Le mandat du directeur général s’achève en août 2005, cependant, les manœuvres des politiques et autres lobbies en vue de l’élection du successeur de Supachai Panitchpakdi devraient s’achever d’ici la fin de cette année. C’est en effet normalement à la fin de l’année qui précède le terme du mandat du directeur général de l’OMC que se décide le résultat de la future élection de son successeur.
******************************************** Le gouvernement russe ratifie le protocole de Kyoto et permet son entrée en vigueur prochaine
Alexander Zhukov, le vice-Premier ministre russe, a déclaré le 30 septembre lors d’une réunion gouvernementale que son gouvernement avait approuvé la ratification du protocole de Kyoto. Le ministère russe des Ressources naturelles avait signé quelques heures auparavant les textes permettant la ratification par Moscou du protocole de Kyoto sur le changement climatique. La ratification du protocole de Kyoto par la Russie permettrait son entrée en vigueur sept ans après sa conclusion en 1997, et ce malgré le retrait des Etats-Unis en 2001. En mai dernier, Vladimir Poutine avait pris l’engagement d’accélérer la procédure de ratification, en échange du soutien de l’Union européenne pour l’entrée de la Russie dans l’Organisation mondiale du Commerce (OMC).
Elaboré en 1997, le protocole de Kyoto fixe des valeurs limites juridiquement contraignantes pour les émissions de Gaz à effet de serre (GES) des pays industrialisés.
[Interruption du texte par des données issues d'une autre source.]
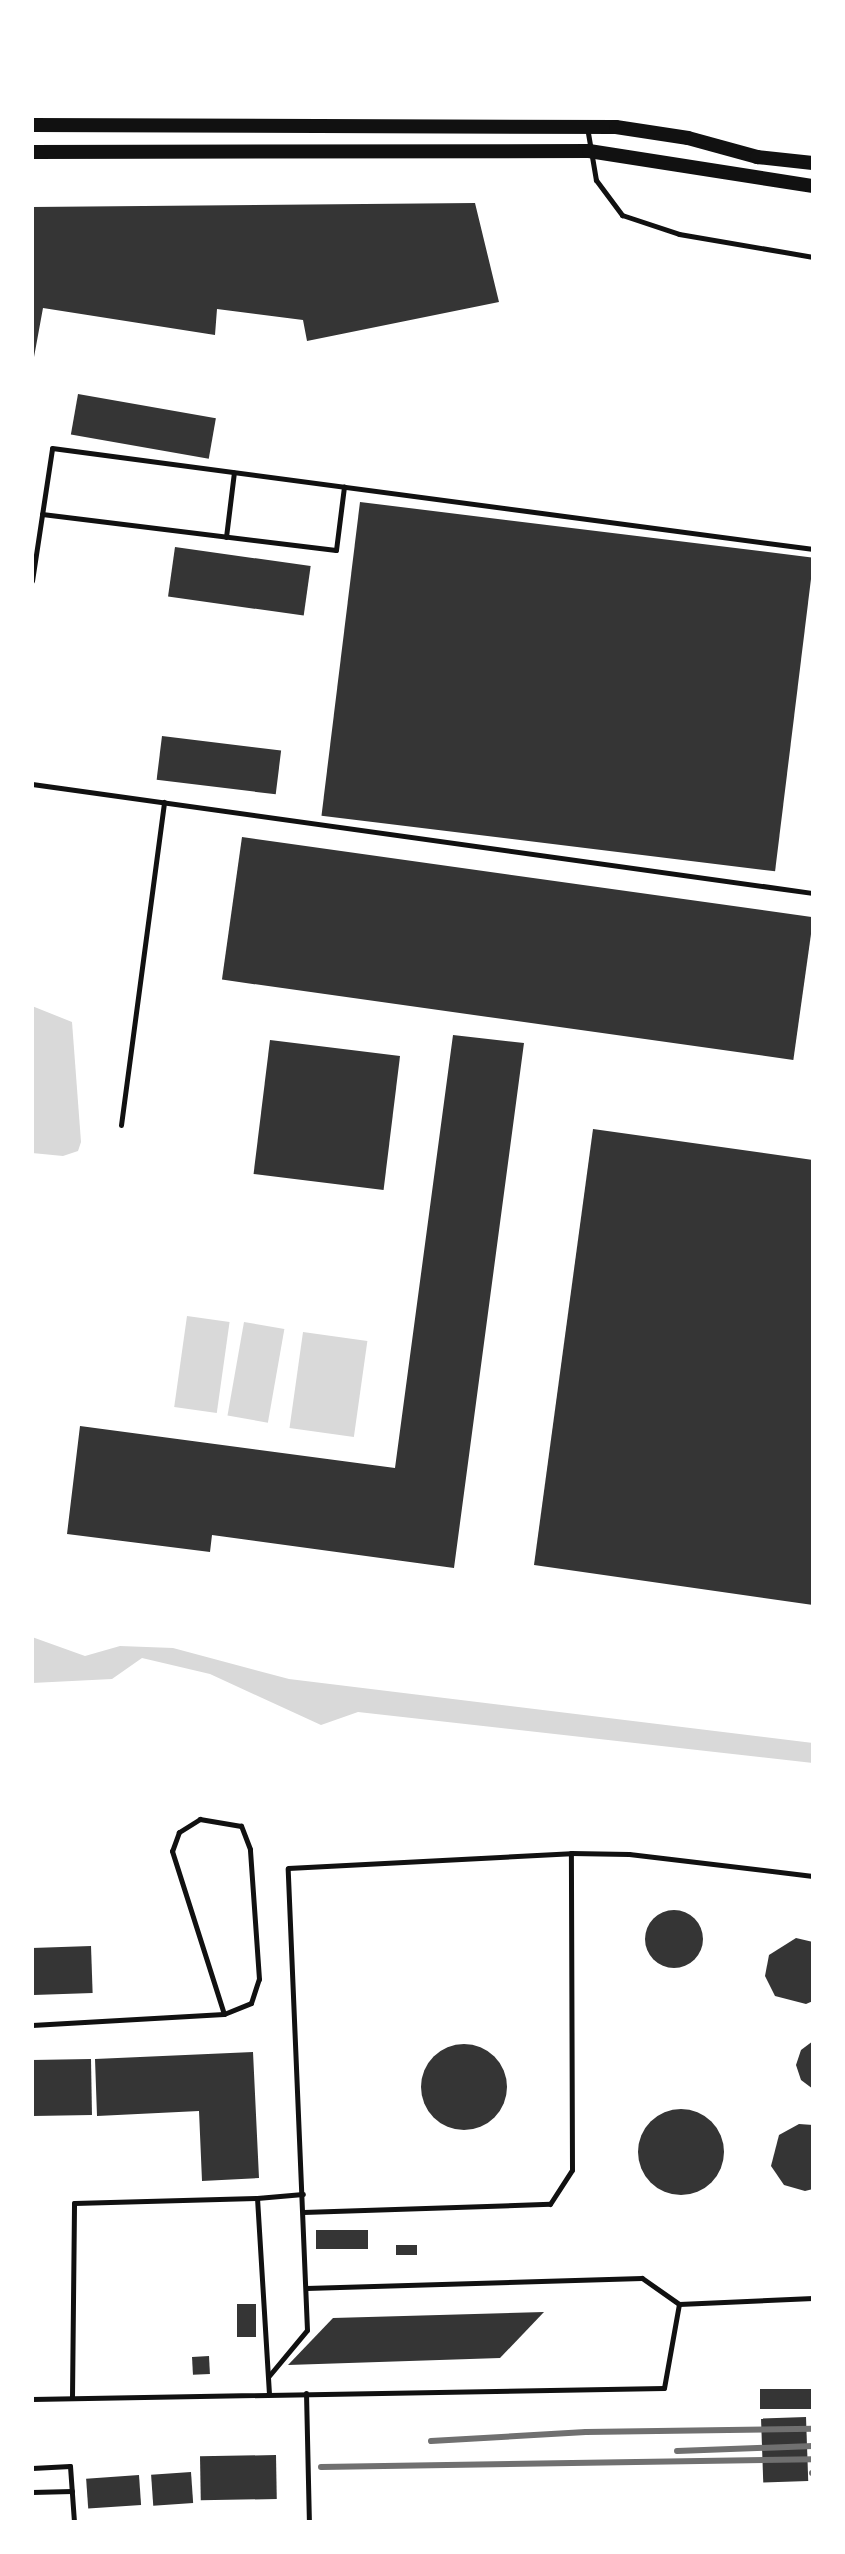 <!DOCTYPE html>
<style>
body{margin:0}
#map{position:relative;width:845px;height:2554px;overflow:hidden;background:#fff;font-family:"Space Grotesk",sans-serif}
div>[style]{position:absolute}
.water>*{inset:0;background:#d9d9d9;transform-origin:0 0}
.building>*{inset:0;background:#353535;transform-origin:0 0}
.round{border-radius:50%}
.service>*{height:5px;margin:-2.5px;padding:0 2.5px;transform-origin:2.5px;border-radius:2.5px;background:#111}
.secondary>*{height:14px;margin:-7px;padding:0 7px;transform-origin:7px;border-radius:7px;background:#111}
.rail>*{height:6px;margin:-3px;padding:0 3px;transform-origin:3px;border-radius:3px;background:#707070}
span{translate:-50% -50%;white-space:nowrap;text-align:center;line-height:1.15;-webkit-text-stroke:8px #fff;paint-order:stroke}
.frame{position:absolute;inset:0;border:34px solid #fff;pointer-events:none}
</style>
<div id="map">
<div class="water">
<div style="clip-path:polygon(32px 1006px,72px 1022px,81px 1142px,78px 1151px,63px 1156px,32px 1153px)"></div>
<div style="left:187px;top:1316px;width:43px;height:92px;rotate:8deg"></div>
<div style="left:244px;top:1322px;width:41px;height:95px;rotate:10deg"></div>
<div style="left:303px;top:1332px;width:65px;height:97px;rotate:8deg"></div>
<div style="clip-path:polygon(32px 1637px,85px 1656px,120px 1646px,173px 1648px,289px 1679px,813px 1743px,813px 1763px,358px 1712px,321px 1725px,210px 1674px,142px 1658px,112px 1679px,32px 1683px)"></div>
</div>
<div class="building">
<div style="clip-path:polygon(475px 203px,499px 302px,307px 341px,303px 320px,217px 309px,215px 335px,43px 308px,32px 368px,32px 207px)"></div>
<div style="left:78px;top:394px;width:140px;height:41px;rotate:10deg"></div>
<div style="left:360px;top:502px;width:457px;height:316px;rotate:7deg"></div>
<div style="left:175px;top:547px;width:137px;height:50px;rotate:8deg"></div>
<div style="left:162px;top:736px;width:120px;height:44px;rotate:7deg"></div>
<div style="left:242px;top:837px;width:577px;height:144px;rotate:8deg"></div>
<div style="clip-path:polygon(453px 1035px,524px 1043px,454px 1568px,212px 1535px,210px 1552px,67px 1534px,80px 1426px,395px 1468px)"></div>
<div style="left:270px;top:1040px;width:131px;height:135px;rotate:7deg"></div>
<div style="clip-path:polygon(593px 1129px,813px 1160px,813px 1605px,534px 1565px)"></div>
<div class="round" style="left:645px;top:1910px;width:58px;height:58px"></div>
<div style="clip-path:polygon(796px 1938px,813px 1942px,813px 2001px,806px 2004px,775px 1996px,765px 1976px,769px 1955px)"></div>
<div style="left:91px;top:1946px;width:47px;height:59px;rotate:88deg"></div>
<div style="clip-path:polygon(813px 2041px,813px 2089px,801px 2080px,796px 2065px,801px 2050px)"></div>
<div class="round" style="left:421px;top:2044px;width:86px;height:86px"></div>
<div style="clip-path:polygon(253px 2052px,259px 2178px,202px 2181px,199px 2111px,97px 2116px,95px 2059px)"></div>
<div style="left:91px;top:2059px;width:56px;height:59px;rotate:89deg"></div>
<div class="round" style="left:638px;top:2109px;width:86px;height:86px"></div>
<div style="clip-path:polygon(799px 2124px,813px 2125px,813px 2189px,805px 2191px,784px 2185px,771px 2166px,779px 2135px)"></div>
<div style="left:316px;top:2230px;width:52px;height:19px"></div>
<div style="left:417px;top:2245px;width:10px;height:21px;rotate:90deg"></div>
<div style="left:237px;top:2304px;width:19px;height:33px"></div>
<div style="clip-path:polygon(544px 2312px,500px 2358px,288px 2365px,333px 2318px)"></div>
<div style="left:209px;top:2356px;width:18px;height:17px;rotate:87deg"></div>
<div style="left:813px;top:2389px;width:20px;height:53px;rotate:90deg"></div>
<div style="left:806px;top:2417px;width:64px;height:45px;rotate:88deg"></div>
<div style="left:276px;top:2455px;width:44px;height:76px;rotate:89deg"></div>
<div style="left:191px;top:2472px;width:31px;height:40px;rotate:86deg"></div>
<div style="left:139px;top:2475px;width:30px;height:53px;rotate:86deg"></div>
</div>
<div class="service">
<div style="left:587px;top:127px;width:54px;rotate:80.4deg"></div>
<div style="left:596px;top:180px;width:44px;rotate:53.4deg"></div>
<div style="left:622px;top:215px;width:60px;rotate:18.4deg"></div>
<div style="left:679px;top:234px;width:136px;rotate:9.7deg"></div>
<div style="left:42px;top:514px;width:296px;rotate:7deg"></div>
<div style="left:336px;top:550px;width:64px;rotate:-82.8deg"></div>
<div style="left:226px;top:537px;width:65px;rotate:-83deg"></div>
<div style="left:32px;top:581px;width:134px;rotate:-81.4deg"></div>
<div style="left:52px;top:448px;width:768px;rotate:7.56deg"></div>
<div style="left:32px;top:784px;width:789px;rotate:7.95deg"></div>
<div style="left:121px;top:1125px;width:326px;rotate:-82.4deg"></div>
<div style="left:32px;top:2025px;width:192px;rotate:-3.3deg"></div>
<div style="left:224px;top:2014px;width:29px;rotate:-22deg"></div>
<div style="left:251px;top:2003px;width:25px;rotate:-72deg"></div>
<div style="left:259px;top:1979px;width:130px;rotate:-94deg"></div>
<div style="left:250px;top:1849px;width:25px;rotate:-111deg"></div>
<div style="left:241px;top:1826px;width:42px;rotate:-170.3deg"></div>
<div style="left:200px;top:1819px;width:25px;rotate:148deg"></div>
<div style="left:179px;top:1832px;width:20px;rotate:110deg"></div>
<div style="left:172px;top:1851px;width:171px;rotate:72.3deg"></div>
<div style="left:303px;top:2212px;width:247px;rotate:-1.9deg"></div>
<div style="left:550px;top:2204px;width:40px;rotate:-57.1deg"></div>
<div style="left:572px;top:2170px;width:317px;rotate:-90.2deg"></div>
<div style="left:306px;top:2288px;width:336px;rotate:-1.7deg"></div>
<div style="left:642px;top:2278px;width:45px;rotate:35.1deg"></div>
<div style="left:268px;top:2377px;width:61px;rotate:-50.3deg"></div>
<div style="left:307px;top:2330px;width:462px;rotate:-92.4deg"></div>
<div style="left:288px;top:1868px;width:283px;rotate:-3deg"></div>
<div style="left:571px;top:1853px;width:58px;rotate:1deg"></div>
<div style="left:629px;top:1854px;width:185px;rotate:6.8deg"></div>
<div style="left:306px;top:2393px;width:129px;rotate:88.7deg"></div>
<div style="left:269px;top:2394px;width:196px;rotate:-93.5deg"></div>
<div style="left:257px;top:2198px;width:46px;rotate:-5deg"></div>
<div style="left:72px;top:2397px;width:194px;rotate:-89.4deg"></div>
<div style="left:74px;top:2203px;width:183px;rotate:-1.6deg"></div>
<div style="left:32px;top:2399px;width:632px;rotate:-1deg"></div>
<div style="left:664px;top:2388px;width:85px;rotate:-79.9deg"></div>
<div style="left:679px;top:2304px;width:134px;rotate:-2.6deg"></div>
<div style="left:32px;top:2468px;width:38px;rotate:-3deg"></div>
<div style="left:70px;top:2466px;width:56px;rotate:85.9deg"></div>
<div style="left:32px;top:2492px;width:40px;rotate:-1.4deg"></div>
</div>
<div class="secondary">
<div style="left:32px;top:125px;width:584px;rotate:0.2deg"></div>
<div style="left:616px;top:127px;width:73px;rotate:8.7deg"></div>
<div style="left:688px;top:138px;width:72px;rotate:15.4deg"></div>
<div style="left:757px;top:157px;width:56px;rotate:6.1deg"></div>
<div style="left:32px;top:152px;width:557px;rotate:-0.1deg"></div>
<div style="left:589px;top:151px;width:227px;rotate:8.9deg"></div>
</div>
<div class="rail">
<div style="left:431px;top:2441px;width:155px;rotate:-3.3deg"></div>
<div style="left:586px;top:2432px;width:227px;rotate:-0.8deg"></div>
<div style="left:677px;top:2451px;width:136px;rotate:-2.1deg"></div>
<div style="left:321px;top:2467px;width:492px;rotate:-0.9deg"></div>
<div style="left:812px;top:2473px;width:1px"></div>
</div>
<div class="frame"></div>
</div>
Ces derniers doivent réduire leurs émissions en moyenne de 5.2% par rapport aux niveaux de 1990 pendant la première période d’engagement allant de 2008 à 2012. Il est à noter qu’aucune limite n’est fixée pour les pays en voie de développement. En effet, en introduisant une distinction entre les pays industrialisés et les pays en voie de développement, la CCNUCC (Convention-cadre des Nations unies sur les changements climatiques) reconnaît que les premiers sont responsables de la majeure partie des émissions de GES (gaz à effet de serre) et ont la capacité financière et institutionnelle de les réduire.
L’entrée en vigueur du protocole dépend de sa ratification par 55 pays, parties à la CCNUCC et responsables de 55% des émissions en 1990. A ce jour, 111 pays l’ont signé mais ils ne représentent que 44.2% des émissions de GES. C’est pourquoi la Russie était fortement incitée à y adhérer : elle représente à elle seule 17.7% des émissions, et suite au retrait des Etats-Unis du protocole, elle était la dernière chance d’application du protocole.